» **Records shown**
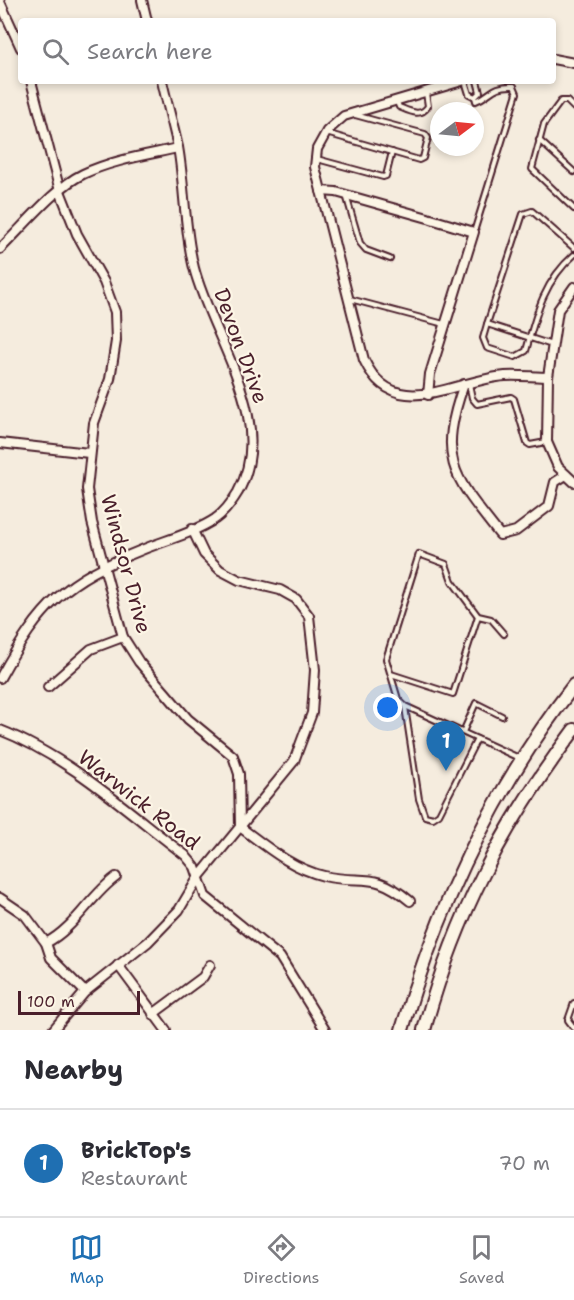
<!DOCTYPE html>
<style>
:root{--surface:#fff;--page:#f7f7f7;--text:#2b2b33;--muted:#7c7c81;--line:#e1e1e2;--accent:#1f6fb2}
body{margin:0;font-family:"Shantell Sans",sans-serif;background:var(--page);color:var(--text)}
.compass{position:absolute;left:430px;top:102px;width:54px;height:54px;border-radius:50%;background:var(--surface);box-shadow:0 3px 9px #0003;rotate:74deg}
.scale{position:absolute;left:18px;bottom:15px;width:122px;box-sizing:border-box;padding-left:6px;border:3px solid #4a1f2b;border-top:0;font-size:16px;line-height:21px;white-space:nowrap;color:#4a1f2b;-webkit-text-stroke:4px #fcf5e5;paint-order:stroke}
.you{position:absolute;left:388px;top:708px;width:21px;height:21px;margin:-15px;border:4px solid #fff;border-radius:50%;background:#1a73e8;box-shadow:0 0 0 9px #1a73e833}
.badge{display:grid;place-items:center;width:39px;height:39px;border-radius:50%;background:var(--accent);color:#fff;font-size:20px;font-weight:700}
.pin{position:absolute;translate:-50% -50px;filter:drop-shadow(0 2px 3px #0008)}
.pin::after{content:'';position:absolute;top:32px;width:21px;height:18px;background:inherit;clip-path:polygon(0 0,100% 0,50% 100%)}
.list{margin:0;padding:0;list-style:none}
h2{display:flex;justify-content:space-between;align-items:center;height:78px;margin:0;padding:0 24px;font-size:26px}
h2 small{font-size:20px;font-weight:400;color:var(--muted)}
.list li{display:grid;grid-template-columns:39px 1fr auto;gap:18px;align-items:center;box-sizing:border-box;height:108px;padding:0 24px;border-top:2px solid var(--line)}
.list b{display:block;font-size:22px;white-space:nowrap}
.list p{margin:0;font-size:20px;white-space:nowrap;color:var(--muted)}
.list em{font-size:20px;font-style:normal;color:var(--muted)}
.icon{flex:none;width:33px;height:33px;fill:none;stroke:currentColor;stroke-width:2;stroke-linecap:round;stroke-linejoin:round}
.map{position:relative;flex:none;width:574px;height:1030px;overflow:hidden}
.search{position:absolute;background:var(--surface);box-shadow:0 3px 9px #0003;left:18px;right:18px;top:18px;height:66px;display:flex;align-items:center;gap:15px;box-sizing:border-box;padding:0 21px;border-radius:6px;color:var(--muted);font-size:22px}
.sheet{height:186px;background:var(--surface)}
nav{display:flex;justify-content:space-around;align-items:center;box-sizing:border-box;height:84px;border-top:2px solid var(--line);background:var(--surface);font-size:16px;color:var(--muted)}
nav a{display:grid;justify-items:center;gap:3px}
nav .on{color:var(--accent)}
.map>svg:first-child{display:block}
</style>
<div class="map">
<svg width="574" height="1030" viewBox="0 0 574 1030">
<rect width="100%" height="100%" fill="#f5ecde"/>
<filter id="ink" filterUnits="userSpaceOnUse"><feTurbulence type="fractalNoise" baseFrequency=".0167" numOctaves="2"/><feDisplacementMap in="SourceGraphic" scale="12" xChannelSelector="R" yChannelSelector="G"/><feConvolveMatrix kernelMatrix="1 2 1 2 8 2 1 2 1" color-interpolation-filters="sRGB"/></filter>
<g filter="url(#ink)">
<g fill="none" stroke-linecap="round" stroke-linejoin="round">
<defs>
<g id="service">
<polyline points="465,81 469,94 475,97 480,92 477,81"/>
<path d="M397,102L399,107C409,111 421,118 428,106L426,93"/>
<polyline points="574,108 567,101 561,101 544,124 532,169 574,209"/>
<polyline points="326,133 419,160 423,158 428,138 425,134 355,115"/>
<polyline points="539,140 574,172"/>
<polyline points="317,159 383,177 386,176 392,152"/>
<polyline points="346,195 360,243 366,250 390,259"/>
<path d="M474,232L517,93L514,86C491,85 492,95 476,101L475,97"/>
<polyline points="350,299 444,324"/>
<polyline points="487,324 523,214 532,211 574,248"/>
<path d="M552,345L487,324L483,338L487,348L515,357L526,351C536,314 544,281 574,255"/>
<polyline points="469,384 472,398 477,404 511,397 514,399 527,443 530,445 546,442"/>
<polyline points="504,634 491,619 478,616 452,581 446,564 419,554 386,659 398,699 405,706 519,758"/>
<polyline points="391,674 453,694 478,616"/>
<polyline points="405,707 419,799 425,816 433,818 439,814 477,739"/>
<polyline points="463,732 476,703 502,716"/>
<polyline points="574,1003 568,1020 574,1028"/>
</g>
<g id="minor">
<polyline points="142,0 147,21"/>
<polyline points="0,2 21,48"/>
<polyline points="553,59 574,63"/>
<polyline points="31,81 60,191 77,234 104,282 115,312 116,341 110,379 94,423 87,489 92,522 123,637 139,662 188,719 233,756 239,774 240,827"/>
<path d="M462,81L344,116L327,131L317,149L315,167L364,360C394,424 454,380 505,376C519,375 534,377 548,377"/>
<polyline points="321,191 336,192 428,218"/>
<path d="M0,249C24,226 54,188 83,174C112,160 147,155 178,148"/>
<polyline points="574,287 558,310 548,377 547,442 558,467 574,482"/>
<path d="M464,384C437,460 453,476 500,535L516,531L549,506L555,482L566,475"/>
<polyline points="428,395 430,374 474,232 431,219"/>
<polyline points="0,443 89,453"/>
<path d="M0,678C41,604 64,581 144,549C166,540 194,533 215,519C225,512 232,502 238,492C278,421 212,338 194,268C184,229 185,187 178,147C173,125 167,103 162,81"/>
<polyline points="48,687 91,649 123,637"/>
<path d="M0,730C69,757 127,811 185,855L195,867L205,896L280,957L325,1030"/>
<path d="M240,827C267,847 291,868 324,876C364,885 373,870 410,901"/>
<polyline points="0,898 25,915 46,943 51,958 85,992"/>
<path d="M46,943C75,928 90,896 116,877"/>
<polyline points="118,965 166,1030"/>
<polyline points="153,1014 203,977 210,965"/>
<polyline points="53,1030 85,992 148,942 179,910 198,878 294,761 312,713 315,670 309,616 296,599 280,590 239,580 220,570 204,554 192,529"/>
</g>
<g id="trunk">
<path d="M402,1030C438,906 494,788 574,685"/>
<path d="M424,1030C456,914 502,826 574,730"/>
</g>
</defs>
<use href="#service" stroke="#4a1f2b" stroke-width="8"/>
<use href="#minor" stroke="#4a1f2b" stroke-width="12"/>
<use href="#trunk" stroke="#4a1f2b" stroke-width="16"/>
<use href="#service" stroke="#fcf5e5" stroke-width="4"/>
<use href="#minor" stroke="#fcf5e5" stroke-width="8"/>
<use href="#trunk" stroke="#fcf5e5" stroke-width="12"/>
</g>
</g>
<g text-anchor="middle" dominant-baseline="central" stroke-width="4.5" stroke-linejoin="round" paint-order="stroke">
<g font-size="21" fill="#4a1f2b" stroke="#fcf5e5">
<text transform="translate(241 346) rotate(70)">Devon Drive</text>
<text transform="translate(126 564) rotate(75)">Windsor Drive</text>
<text transform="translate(139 800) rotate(38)">Warwick Road</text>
</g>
</g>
</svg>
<svg class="compass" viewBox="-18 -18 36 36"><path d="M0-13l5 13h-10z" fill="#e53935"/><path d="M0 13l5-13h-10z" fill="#7c7c81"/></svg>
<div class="scale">100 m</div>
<div class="you"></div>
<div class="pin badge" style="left:446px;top:771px">1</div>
<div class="search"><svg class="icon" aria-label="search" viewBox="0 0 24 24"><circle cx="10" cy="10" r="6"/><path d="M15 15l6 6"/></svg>Search here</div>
</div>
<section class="sheet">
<h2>Nearby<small></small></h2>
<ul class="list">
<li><span class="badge">1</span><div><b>BrickTop's</b><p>Restaurant</p></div><em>70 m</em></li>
</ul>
</section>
<nav>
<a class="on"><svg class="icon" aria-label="map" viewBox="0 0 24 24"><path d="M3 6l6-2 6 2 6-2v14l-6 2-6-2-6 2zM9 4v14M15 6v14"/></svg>Map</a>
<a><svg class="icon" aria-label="directions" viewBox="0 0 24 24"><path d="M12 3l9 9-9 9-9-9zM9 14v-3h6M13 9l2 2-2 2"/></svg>Directions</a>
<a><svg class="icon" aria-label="saved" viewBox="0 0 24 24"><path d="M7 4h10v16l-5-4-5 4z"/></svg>Saved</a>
</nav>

» **Task description**
State how many lines in the material above hold the word "grid". Add nothing else.

» **Solution to the exercise**
3